> TASK GOAL
For this exercise, repeat the records below exactly as written.

> DATA RECORDS
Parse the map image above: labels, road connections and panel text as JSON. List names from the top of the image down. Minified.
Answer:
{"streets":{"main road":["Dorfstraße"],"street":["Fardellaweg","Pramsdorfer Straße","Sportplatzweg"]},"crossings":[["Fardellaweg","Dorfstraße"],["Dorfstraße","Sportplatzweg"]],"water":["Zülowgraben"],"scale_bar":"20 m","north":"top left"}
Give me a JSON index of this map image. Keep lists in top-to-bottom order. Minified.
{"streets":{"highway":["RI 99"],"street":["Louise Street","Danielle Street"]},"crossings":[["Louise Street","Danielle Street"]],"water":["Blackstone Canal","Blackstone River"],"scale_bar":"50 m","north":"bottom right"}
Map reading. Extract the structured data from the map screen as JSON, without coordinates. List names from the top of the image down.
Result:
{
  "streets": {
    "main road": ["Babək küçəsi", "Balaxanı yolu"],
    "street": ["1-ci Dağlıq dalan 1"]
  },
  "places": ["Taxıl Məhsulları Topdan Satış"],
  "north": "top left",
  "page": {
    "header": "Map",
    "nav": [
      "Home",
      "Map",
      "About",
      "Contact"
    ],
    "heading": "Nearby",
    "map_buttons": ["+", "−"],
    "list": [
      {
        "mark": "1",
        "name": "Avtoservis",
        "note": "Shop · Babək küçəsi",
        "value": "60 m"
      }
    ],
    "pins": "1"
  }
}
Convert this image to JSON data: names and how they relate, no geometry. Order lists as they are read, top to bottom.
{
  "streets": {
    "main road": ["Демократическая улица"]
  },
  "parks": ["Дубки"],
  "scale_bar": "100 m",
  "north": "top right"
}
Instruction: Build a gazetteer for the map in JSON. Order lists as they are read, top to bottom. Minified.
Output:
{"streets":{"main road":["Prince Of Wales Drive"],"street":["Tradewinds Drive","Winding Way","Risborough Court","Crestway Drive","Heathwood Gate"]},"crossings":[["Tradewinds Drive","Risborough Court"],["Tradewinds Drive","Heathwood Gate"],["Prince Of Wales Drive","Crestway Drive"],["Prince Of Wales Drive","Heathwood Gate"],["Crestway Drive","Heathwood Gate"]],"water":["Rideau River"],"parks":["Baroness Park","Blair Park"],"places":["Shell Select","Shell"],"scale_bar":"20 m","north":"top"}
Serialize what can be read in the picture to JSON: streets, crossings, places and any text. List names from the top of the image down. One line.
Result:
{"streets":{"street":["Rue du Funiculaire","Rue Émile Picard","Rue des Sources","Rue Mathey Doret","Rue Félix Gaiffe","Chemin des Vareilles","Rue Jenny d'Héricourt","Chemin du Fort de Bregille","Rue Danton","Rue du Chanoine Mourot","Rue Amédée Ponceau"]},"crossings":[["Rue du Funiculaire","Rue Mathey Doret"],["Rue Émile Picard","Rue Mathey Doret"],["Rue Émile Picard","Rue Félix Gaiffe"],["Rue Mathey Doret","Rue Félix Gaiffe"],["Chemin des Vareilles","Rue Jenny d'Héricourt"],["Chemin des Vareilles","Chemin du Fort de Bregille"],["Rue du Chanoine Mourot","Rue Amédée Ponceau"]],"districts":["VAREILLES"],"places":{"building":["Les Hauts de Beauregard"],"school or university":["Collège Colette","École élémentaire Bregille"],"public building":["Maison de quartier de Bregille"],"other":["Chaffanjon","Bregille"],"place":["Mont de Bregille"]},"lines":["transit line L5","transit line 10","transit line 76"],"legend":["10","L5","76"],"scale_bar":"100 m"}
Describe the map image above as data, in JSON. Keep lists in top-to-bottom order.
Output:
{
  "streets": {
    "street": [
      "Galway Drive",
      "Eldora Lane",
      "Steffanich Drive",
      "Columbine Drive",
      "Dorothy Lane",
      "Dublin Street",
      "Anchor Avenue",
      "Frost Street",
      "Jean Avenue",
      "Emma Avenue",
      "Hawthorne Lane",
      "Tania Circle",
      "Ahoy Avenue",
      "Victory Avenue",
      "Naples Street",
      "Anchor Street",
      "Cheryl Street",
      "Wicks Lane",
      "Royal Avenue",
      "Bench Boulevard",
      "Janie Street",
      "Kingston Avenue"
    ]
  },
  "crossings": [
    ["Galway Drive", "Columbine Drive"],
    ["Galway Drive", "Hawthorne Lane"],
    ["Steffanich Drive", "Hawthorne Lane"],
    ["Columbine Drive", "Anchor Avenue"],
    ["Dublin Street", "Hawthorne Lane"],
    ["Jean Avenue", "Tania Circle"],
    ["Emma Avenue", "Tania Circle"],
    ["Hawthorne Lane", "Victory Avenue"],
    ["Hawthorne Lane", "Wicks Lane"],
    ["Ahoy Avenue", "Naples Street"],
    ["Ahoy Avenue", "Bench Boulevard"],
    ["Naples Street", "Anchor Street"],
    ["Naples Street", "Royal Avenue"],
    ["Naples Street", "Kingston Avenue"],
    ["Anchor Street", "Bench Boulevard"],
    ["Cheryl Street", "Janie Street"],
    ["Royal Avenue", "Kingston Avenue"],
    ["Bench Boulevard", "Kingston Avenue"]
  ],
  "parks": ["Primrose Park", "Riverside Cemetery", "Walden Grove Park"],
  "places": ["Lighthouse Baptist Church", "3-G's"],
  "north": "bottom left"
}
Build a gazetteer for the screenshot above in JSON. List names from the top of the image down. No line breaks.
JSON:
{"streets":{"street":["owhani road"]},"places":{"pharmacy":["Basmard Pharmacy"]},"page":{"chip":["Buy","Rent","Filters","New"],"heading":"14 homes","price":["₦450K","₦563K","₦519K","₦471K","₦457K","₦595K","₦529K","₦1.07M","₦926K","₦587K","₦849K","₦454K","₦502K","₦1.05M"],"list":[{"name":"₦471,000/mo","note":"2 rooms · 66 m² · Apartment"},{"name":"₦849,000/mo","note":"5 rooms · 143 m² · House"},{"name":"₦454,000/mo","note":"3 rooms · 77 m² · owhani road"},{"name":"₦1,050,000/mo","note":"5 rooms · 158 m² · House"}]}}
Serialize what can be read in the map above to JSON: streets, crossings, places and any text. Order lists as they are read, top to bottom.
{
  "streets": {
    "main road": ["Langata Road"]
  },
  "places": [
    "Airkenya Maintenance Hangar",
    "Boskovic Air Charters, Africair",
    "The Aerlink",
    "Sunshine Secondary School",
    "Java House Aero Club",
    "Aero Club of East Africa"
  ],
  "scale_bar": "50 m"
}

> EXERCISE RESULT
Parse the map image above: labels, road connections and panel text as JSON. List names from the top of the image down. Minified.
Answer:
{"streets":{"main road":["Dorfstraße"],"street":["Fardellaweg","Pramsdorfer Straße","Sportplatzweg"]},"crossings":[["Fardellaweg","Dorfstraße"],["Dorfstraße","Sportplatzweg"]],"water":["Zülowgraben"],"scale_bar":"20 m","north":"top left"}
Give me a JSON index of this map image. Keep lists in top-to-bottom order. Minified.
{"streets":{"highway":["RI 99"],"street":["Louise Street","Danielle Street"]},"crossings":[["Louise Street","Danielle Street"]],"water":["Blackstone Canal","Blackstone River"],"scale_bar":"50 m","north":"bottom right"}
Map reading. Extract the structured data from the map screen as JSON, without coordinates. List names from the top of the image down.
Result:
{
  "streets": {
    "main road": ["Babək küçəsi", "Balaxanı yolu"],
    "street": ["1-ci Dağlıq dalan 1"]
  },
  "places": ["Taxıl Məhsulları Topdan Satış"],
  "north": "top left",
  "page": {
    "header": "Map",
    "nav": [
      "Home",
      "Map",
      "About",
      "Contact"
    ],
    "heading": "Nearby",
    "map_buttons": ["+", "−"],
    "list": [
      {
        "mark": "1",
        "name": "Avtoservis",
        "note": "Shop · Babək küçəsi",
        "value": "60 m"
      }
    ],
    "pins": "1"
  }
}
Convert this image to JSON data: names and how they relate, no geometry. Order lists as they are read, top to bottom.
{
  "streets": {
    "main road": ["Демократическая улица"]
  },
  "parks": ["Дубки"],
  "scale_bar": "100 m",
  "north": "top right"
}
Instruction: Build a gazetteer for the map in JSON. Order lists as they are read, top to bottom. Minified.
Output:
{"streets":{"main road":["Prince Of Wales Drive"],"street":["Tradewinds Drive","Winding Way","Risborough Court","Crestway Drive","Heathwood Gate"]},"crossings":[["Tradewinds Drive","Risborough Court"],["Tradewinds Drive","Heathwood Gate"],["Prince Of Wales Drive","Crestway Drive"],["Prince Of Wales Drive","Heathwood Gate"],["Crestway Drive","Heathwood Gate"]],"water":["Rideau River"],"parks":["Baroness Park","Blair Park"],"places":["Shell Select","Shell"],"scale_bar":"20 m","north":"top"}
Serialize what can be read in the picture to JSON: streets, crossings, places and any text. List names from the top of the image down. One line.
Result:
{"streets":{"street":["Rue du Funiculaire","Rue Émile Picard","Rue des Sources","Rue Mathey Doret","Rue Félix Gaiffe","Chemin des Vareilles","Rue Jenny d'Héricourt","Chemin du Fort de Bregille","Rue Danton","Rue du Chanoine Mourot","Rue Amédée Ponceau"]},"crossings":[["Rue du Funiculaire","Rue Mathey Doret"],["Rue Émile Picard","Rue Mathey Doret"],["Rue Émile Picard","Rue Félix Gaiffe"],["Rue Mathey Doret","Rue Félix Gaiffe"],["Chemin des Vareilles","Rue Jenny d'Héricourt"],["Chemin des Vareilles","Chemin du Fort de Bregille"],["Rue du Chanoine Mourot","Rue Amédée Ponceau"]],"districts":["VAREILLES"],"places":{"building":["Les Hauts de Beauregard"],"school or university":["Collège Colette","École élémentaire Bregille"],"public building":["Maison de quartier de Bregille"],"other":["Chaffanjon","Bregille"],"place":["Mont de Bregille"]},"lines":["transit line L5","transit line 10","transit line 76"],"legend":["10","L5","76"],"scale_bar":"100 m"}
Describe the map image above as data, in JSON. Keep lists in top-to-bottom order.
Output:
{
  "streets": {
    "street": [
      "Galway Drive",
      "Eldora Lane",
      "Steffanich Drive",
      "Columbine Drive",
      "Dorothy Lane",
      "Dublin Street",
      "Anchor Avenue",
      "Frost Street",
      "Jean Avenue",
      "Emma Avenue",
      "Hawthorne Lane",
      "Tania Circle",
      "Ahoy Avenue",
      "Victory Avenue",
      "Naples Street",
      "Anchor Street",
      "Cheryl Street",
      "Wicks Lane",
      "Royal Avenue",
      "Bench Boulevard",
      "Janie Street",
      "Kingston Avenue"
    ]
  },
  "crossings": [
    ["Galway Drive", "Columbine Drive"],
    ["Galway Drive", "Hawthorne Lane"],
    ["Steffanich Drive", "Hawthorne Lane"],
    ["Columbine Drive", "Anchor Avenue"],
    ["Dublin Street", "Hawthorne Lane"],
    ["Jean Avenue", "Tania Circle"],
    ["Emma Avenue", "Tania Circle"],
    ["Hawthorne Lane", "Victory Avenue"],
    ["Hawthorne Lane", "Wicks Lane"],
    ["Ahoy Avenue", "Naples Street"],
    ["Ahoy Avenue", "Bench Boulevard"],
    ["Naples Street", "Anchor Street"],
    ["Naples Street", "Royal Avenue"],
    ["Naples Street", "Kingston Avenue"],
    ["Anchor Street", "Bench Boulevard"],
    ["Cheryl Street", "Janie Street"],
    ["Royal Avenue", "Kingston Avenue"],
    ["Bench Boulevard", "Kingston Avenue"]
  ],
  "parks": ["Primrose Park", "Riverside Cemetery", "Walden Grove Park"],
  "places": ["Lighthouse Baptist Church", "3-G's"],
  "north": "bottom left"
}
Build a gazetteer for the screenshot above in JSON. List names from the top of the image down. No line breaks.
JSON:
{"streets":{"street":["owhani road"]},"places":{"pharmacy":["Basmard Pharmacy"]},"page":{"chip":["Buy","Rent","Filters","New"],"heading":"14 homes","price":["₦450K","₦563K","₦519K","₦471K","₦457K","₦595K","₦529K","₦1.07M","₦926K","₦587K","₦849K","₦454K","₦502K","₦1.05M"],"list":[{"name":"₦471,000/mo","note":"2 rooms · 66 m² · Apartment"},{"name":"₦849,000/mo","note":"5 rooms · 143 m² · House"},{"name":"₦454,000/mo","note":"3 rooms · 77 m² · owhani road"},{"name":"₦1,050,000/mo","note":"5 rooms · 158 m² · House"}]}}
Serialize what can be read in the map above to JSON: streets, crossings, places and any text. Order lists as they are read, top to bottom.
{
  "streets": {
    "main road": ["Langata Road"]
  },
  "places": [
    "Airkenya Maintenance Hangar",
    "Boskovic Air Charters, Africair",
    "The Aerlink",
    "Sunshine Secondary School",
    "Java House Aero Club",
    "Aero Club of East Africa"
  ],
  "scale_bar": "50 m"
}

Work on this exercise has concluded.